SEC Veteran Says NFT Market is ‘Flat-Out Rigged’, Here’s Reason
In a recent tweet, John Reed Stark, a veteran of the U.S. Securities and Exchange Commission (SEC) has come forward to claim that the Non-Fungible Token (NFT) market is “flat-out rigged.” He suggests that market manipulation of NFTs is not only widespread but also tacitly endorsed.
The SEC Veteran’s Perspective on the NFT Market
Stark cites a study indicating that a staggering 95% of analyzed NFT collections have a market cap of zero Ether. These statistics are undoubtedly concerning and raise questions about the sustainability of many NFT projects. It highlights the potential prevalence of failed or fraudulent NFT endeavors.
It's Official: NFTs Will Go Down in History As Pet Rocks On Steroids (And Crypto Is On The Fast Track To Do The Same)
Stick a fork in the NFT marketplace, it’s dead. Remember when NFTs sold for millions of dollars? 95% of the digital collectibles are now probably worthless, less…
— John Reed Stark (@JohnReedStark) September 21, 2023
Stark also highlights that the most common price for an NFT is now $5-$10. This suggests a significant decline in the value of NFTs since the peak of the market, a far cry from the multi-million-dollar sales that once made headlines.
A major criticism Stark levy at NFT is its underlying nature. He refers to the digital collections as “fractionalized links to the metadata of JPEG files” and deems them an “offensive, shocking, and utterly ridiculous con game.” In his view, NFTs lack inherent value and are little more than digital assets tied to the concept of ownership and scarcity.
Stark went on to criticize venture capitalists and Wall Street profiteers who, he claims, became wealthy by promoting NFTs with promises of decentralization, financial inclusion, and instantaneous wealth. However, he asserts that many retail buyers ended up suffering financial losses while these financiers profited.

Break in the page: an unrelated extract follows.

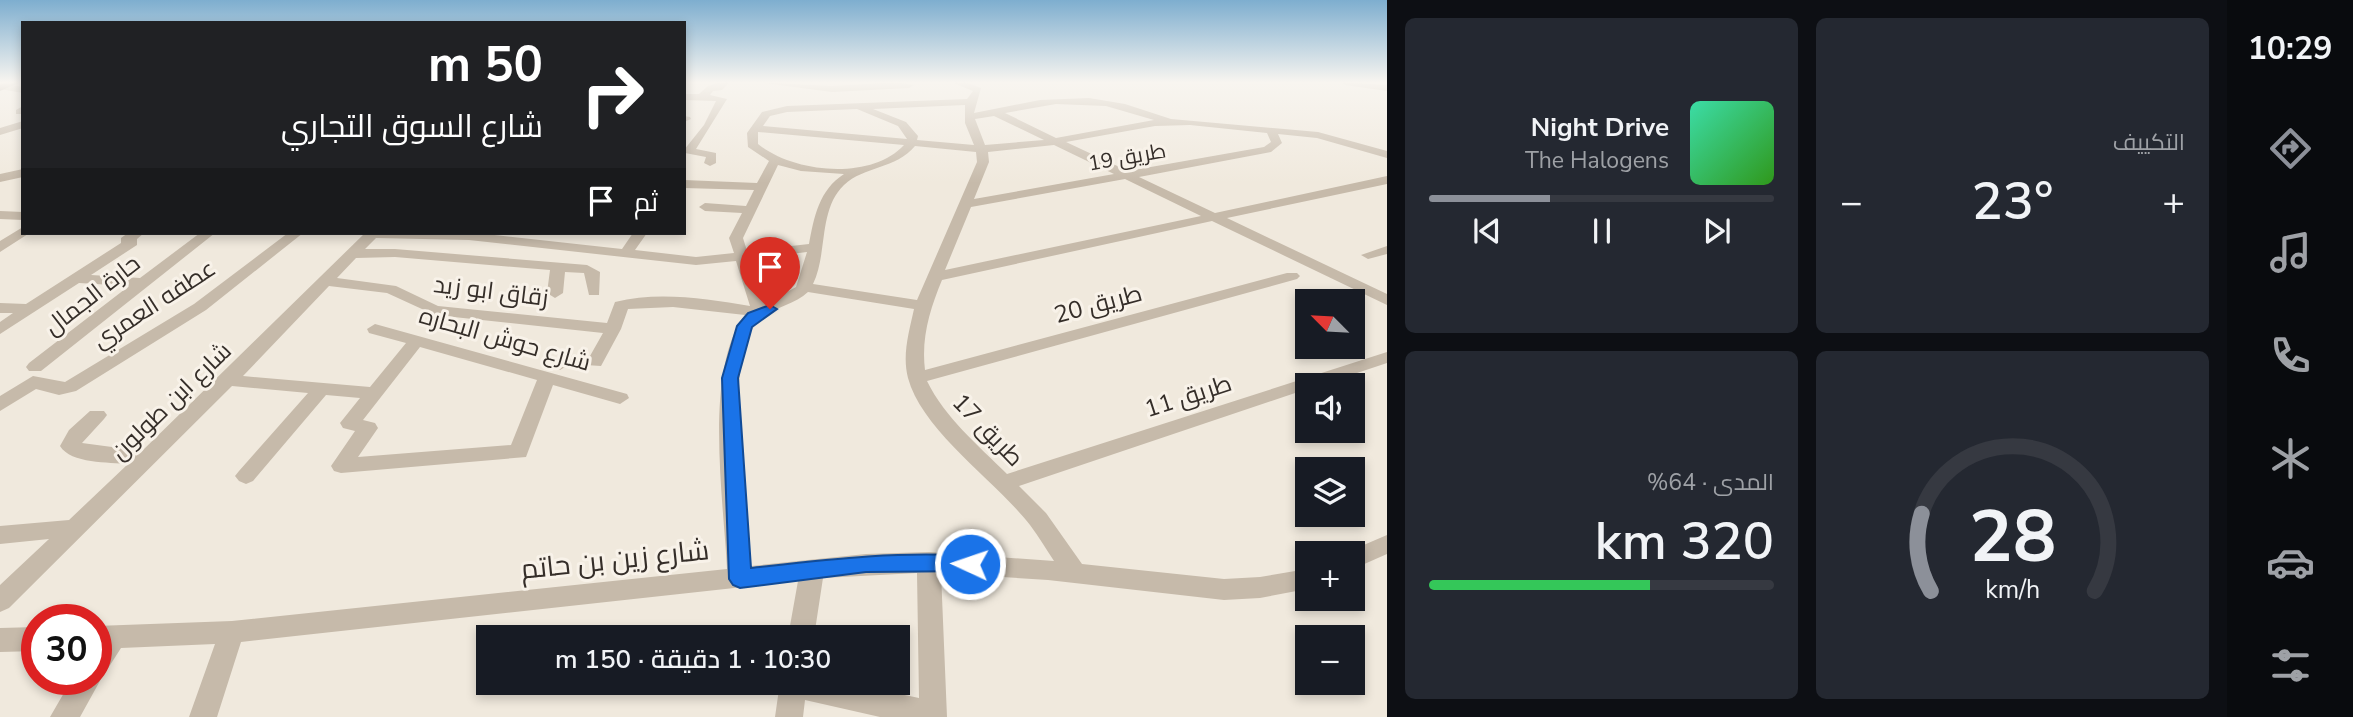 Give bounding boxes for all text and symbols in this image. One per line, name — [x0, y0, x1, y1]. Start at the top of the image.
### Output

Stark Extends Criticism to Crypto World
Stark’s criticism extends beyond NFTs to encompass the entire crypto industry. He argues that crypto fails as an “investment” due to the absence of regulatory oversight, transparency, consumer protections, insurance, licensure, and net capital requirements.
He also emphasizes the prevalence of market manipulation, insider trading, and fraud, suggesting that investors are at a disadvantage from the outset. While some may view his criticism as harsh, it is a reminder that the crypto space, like any other financial market, needs to address its shortcomings to earn the trust and confidence of investors and participants.
It is worth noting that Stark is not the only one criticizing Non-Fungible Tokens. The Chinese government has been a vocal opponent of virtual digital assets in the country, having already banned cryptocurrencies and mining operations.